* How to complete this task
Tally the lines below that contain the word "stadium". Only the total should be given.

*** Input for this task ***

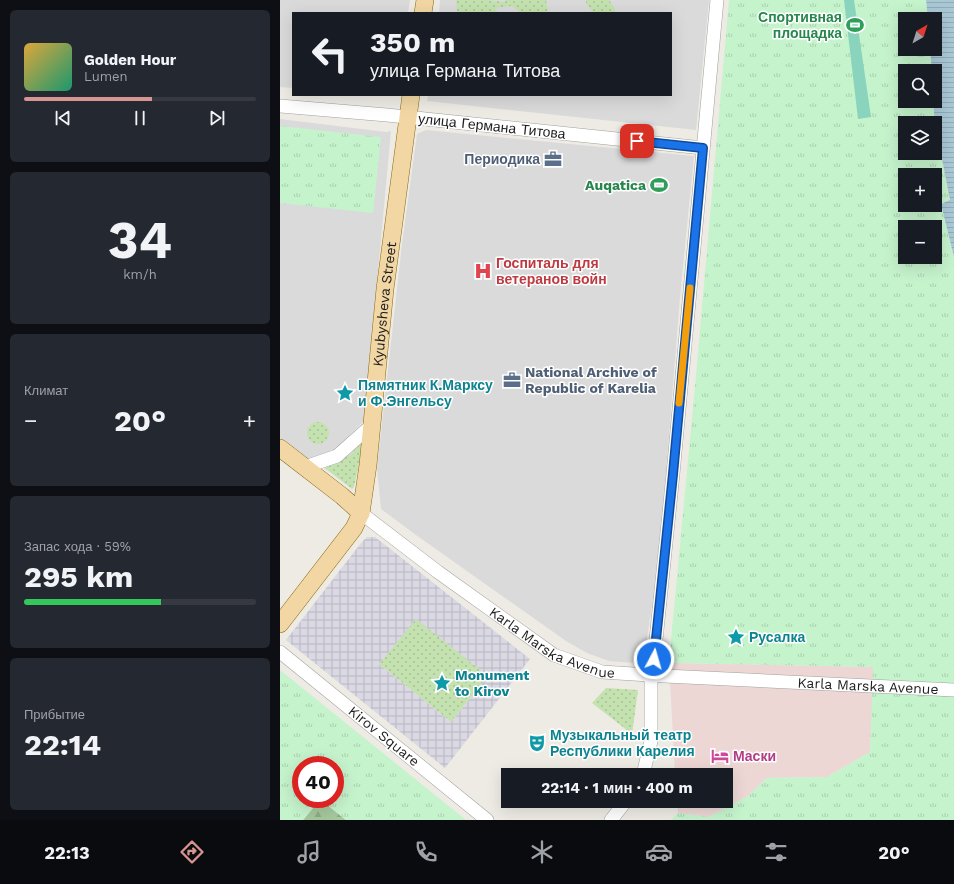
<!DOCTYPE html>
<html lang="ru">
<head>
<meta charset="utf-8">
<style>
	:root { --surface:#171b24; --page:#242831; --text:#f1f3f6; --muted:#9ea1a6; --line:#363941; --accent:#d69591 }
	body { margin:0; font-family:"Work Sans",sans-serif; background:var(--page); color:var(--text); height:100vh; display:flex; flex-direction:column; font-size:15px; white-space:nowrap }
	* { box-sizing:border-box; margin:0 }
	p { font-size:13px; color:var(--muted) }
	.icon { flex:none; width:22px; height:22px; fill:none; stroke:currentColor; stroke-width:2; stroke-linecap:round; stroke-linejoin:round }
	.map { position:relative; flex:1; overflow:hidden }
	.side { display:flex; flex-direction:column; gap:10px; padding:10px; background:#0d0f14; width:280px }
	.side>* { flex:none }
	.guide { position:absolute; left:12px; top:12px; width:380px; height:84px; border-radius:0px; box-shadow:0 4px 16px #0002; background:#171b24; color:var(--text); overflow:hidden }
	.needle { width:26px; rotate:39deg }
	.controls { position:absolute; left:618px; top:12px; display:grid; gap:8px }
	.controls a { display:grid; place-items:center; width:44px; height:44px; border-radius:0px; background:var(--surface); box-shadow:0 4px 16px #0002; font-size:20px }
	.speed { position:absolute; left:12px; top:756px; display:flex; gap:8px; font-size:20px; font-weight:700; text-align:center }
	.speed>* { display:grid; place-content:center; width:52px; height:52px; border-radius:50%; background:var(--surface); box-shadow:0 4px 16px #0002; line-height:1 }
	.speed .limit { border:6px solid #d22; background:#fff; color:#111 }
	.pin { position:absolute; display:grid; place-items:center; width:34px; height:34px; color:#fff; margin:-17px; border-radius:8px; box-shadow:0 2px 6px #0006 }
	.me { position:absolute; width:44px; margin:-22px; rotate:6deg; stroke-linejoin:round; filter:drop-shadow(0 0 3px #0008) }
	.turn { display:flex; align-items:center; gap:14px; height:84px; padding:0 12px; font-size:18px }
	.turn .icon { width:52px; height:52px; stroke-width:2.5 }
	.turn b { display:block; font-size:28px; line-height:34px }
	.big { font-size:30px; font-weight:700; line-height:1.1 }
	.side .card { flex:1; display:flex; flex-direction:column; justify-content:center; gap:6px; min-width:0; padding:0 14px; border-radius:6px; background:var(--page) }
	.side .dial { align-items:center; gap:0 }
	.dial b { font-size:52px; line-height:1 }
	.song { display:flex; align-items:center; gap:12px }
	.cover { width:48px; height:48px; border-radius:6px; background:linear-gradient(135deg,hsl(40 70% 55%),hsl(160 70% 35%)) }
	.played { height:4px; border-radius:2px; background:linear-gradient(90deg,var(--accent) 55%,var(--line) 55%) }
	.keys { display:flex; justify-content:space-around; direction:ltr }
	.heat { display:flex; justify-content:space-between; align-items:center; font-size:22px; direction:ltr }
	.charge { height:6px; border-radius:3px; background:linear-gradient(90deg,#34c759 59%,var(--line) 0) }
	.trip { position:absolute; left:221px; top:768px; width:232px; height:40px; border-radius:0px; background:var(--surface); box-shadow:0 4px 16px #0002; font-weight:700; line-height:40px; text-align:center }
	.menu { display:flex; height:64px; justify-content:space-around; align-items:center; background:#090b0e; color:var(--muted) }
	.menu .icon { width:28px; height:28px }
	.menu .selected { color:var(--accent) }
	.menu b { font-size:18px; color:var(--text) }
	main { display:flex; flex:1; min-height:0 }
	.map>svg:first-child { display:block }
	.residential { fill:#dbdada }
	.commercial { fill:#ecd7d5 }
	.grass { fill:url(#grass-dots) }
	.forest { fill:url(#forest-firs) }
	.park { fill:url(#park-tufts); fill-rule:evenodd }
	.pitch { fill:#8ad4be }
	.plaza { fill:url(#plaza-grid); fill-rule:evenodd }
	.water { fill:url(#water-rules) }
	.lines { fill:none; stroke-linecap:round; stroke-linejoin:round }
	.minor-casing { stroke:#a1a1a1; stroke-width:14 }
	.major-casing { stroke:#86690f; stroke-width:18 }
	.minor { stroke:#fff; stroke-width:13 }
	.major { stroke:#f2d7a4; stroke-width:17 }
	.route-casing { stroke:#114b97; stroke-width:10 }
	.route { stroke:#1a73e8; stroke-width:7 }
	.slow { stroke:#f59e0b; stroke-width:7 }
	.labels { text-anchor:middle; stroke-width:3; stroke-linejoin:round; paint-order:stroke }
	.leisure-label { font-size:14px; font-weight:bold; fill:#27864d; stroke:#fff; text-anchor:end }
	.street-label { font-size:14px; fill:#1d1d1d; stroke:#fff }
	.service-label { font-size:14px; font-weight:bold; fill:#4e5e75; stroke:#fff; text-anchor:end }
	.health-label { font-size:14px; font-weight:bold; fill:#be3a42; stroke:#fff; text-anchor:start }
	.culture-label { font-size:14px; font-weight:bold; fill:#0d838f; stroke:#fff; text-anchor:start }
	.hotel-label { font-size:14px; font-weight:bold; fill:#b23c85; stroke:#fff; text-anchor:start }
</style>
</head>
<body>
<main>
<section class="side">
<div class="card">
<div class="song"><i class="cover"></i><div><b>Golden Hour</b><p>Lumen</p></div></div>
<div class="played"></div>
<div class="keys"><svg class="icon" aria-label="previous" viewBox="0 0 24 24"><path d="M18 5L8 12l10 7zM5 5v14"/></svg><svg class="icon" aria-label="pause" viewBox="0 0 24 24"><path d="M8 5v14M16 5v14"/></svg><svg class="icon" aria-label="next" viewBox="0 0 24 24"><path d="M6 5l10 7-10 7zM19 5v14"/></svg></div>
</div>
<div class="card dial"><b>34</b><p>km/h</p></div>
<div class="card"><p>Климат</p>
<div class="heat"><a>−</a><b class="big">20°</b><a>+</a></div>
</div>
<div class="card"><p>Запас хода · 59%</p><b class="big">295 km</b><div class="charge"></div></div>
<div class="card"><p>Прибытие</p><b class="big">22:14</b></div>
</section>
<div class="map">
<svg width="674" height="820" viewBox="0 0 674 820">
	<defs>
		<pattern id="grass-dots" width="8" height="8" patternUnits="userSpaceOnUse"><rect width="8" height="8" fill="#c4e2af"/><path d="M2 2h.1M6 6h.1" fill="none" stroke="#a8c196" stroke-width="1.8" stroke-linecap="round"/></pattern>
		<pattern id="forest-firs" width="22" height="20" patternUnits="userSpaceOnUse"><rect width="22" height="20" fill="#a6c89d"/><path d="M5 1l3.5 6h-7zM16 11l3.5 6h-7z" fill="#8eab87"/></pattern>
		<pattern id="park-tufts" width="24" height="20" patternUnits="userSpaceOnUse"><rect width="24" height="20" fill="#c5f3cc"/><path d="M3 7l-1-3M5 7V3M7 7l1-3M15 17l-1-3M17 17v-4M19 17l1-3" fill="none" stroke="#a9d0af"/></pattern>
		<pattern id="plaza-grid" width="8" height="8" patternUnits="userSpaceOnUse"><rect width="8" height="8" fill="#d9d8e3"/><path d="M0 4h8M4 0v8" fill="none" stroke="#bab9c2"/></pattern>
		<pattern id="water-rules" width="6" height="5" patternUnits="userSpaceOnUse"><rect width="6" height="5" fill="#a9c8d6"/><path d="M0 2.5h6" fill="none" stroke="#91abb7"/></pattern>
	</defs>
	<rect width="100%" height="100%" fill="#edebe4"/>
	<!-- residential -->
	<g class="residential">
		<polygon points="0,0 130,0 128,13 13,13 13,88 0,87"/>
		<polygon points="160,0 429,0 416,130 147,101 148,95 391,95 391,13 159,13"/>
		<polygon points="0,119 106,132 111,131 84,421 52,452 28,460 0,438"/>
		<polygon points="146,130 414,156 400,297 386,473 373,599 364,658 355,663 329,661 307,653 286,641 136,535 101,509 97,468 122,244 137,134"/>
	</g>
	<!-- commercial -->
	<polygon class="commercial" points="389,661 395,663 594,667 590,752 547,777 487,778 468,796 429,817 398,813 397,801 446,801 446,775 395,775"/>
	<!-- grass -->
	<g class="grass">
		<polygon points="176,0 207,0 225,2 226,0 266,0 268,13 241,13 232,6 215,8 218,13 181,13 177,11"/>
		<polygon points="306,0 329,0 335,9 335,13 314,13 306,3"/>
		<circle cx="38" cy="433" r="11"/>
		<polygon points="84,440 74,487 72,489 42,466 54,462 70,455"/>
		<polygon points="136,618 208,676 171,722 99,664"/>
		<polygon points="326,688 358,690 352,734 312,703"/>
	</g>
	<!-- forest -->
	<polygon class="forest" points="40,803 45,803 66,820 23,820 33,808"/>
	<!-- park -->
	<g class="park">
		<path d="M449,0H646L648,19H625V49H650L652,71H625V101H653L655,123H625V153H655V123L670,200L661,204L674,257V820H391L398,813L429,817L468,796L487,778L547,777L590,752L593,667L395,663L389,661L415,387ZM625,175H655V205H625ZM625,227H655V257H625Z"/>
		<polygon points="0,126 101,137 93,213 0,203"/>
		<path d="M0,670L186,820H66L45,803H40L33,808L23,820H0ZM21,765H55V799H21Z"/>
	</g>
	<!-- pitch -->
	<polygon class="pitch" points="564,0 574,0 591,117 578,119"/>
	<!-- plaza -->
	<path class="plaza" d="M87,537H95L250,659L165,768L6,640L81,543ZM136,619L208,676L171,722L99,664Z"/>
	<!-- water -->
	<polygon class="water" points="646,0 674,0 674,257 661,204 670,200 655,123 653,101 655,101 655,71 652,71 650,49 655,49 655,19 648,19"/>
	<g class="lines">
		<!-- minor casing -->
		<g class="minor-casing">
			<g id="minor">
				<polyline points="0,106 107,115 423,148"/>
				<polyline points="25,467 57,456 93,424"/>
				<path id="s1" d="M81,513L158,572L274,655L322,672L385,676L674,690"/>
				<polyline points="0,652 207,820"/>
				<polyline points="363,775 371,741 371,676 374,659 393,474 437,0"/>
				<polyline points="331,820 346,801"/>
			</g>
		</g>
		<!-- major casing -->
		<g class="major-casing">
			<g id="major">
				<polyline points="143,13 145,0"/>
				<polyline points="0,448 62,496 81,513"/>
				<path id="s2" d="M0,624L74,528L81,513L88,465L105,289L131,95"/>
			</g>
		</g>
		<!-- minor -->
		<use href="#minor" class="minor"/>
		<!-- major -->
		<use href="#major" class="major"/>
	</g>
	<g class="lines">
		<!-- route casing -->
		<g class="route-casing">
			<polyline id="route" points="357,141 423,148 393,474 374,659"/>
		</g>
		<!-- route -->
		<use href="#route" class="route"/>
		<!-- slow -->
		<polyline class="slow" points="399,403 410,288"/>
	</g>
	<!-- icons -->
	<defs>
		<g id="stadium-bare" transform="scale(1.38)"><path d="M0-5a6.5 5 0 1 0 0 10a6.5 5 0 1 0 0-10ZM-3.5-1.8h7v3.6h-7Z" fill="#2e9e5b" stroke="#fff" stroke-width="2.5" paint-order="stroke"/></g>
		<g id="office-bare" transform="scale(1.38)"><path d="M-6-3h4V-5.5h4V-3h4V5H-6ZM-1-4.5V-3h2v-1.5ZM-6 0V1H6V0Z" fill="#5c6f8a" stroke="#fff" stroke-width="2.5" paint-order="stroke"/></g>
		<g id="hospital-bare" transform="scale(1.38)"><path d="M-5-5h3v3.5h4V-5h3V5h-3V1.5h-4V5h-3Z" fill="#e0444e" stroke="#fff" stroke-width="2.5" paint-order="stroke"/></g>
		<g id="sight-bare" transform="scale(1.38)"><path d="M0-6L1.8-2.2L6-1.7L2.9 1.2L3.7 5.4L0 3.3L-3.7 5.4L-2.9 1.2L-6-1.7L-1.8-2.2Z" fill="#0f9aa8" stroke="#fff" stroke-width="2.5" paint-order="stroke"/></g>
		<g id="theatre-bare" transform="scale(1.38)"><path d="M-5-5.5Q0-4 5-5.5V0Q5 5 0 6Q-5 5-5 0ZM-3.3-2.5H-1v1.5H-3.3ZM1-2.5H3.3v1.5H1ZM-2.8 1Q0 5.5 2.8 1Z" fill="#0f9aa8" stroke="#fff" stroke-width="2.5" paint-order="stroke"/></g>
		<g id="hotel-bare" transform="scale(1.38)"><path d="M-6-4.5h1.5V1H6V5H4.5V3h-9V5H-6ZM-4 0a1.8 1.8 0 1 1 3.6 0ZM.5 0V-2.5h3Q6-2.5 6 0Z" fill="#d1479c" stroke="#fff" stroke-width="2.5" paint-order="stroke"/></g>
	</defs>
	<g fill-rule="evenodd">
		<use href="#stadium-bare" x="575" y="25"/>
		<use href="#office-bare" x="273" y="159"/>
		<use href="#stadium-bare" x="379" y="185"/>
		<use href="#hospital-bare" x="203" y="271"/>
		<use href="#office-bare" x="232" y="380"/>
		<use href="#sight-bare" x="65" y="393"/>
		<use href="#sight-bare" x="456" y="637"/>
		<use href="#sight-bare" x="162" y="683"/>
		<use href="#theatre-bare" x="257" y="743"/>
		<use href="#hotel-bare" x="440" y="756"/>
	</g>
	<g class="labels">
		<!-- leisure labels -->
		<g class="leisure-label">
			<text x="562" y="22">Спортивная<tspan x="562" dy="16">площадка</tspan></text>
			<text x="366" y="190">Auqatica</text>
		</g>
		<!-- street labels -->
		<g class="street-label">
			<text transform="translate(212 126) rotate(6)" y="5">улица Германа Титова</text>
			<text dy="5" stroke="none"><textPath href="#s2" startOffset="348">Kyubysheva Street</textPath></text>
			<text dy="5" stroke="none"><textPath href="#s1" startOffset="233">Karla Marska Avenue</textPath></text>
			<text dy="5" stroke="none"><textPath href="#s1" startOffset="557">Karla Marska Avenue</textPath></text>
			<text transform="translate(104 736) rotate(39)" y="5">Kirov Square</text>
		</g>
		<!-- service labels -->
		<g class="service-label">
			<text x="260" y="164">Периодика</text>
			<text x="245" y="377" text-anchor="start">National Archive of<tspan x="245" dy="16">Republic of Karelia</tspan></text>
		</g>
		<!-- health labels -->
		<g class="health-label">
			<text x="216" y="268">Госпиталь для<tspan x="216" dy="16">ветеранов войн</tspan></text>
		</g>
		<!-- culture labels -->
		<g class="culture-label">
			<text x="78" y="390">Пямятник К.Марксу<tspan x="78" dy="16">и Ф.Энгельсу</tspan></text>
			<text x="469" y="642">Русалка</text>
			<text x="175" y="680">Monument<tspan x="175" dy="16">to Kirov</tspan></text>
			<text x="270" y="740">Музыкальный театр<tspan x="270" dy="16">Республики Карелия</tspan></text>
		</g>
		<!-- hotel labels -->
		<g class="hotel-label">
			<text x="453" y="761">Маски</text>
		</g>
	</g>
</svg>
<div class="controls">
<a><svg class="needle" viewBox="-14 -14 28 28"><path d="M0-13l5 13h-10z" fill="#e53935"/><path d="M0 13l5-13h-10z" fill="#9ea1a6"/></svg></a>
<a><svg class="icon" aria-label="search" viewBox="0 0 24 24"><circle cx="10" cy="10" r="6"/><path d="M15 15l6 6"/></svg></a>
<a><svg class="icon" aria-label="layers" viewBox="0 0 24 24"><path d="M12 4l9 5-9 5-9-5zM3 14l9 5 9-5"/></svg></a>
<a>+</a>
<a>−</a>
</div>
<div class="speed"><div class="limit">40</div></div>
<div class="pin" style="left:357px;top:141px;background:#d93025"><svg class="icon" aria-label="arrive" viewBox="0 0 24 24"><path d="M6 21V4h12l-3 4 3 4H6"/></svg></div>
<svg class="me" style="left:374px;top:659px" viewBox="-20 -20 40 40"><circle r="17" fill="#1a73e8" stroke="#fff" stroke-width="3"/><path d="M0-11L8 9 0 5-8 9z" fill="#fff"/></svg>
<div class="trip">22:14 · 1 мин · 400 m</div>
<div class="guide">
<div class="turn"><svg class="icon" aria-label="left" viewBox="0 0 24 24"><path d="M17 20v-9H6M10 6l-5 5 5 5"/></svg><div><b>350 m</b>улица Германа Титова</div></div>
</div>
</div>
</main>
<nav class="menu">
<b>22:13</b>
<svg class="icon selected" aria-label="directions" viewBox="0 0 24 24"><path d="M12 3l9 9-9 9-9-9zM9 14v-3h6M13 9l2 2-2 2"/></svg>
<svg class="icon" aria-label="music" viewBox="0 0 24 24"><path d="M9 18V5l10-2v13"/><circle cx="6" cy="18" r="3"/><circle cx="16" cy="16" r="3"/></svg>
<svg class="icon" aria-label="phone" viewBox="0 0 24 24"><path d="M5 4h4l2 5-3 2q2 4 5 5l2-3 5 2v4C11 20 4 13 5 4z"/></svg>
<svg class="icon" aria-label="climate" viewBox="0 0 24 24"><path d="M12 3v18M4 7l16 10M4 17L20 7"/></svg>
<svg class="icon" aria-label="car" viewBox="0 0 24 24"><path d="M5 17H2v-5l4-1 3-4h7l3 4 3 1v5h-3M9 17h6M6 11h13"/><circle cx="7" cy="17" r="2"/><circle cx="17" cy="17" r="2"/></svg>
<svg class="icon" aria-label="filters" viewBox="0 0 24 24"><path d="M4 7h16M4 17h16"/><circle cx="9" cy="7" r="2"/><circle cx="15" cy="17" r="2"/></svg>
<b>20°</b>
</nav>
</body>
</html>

***

* Problem solution
3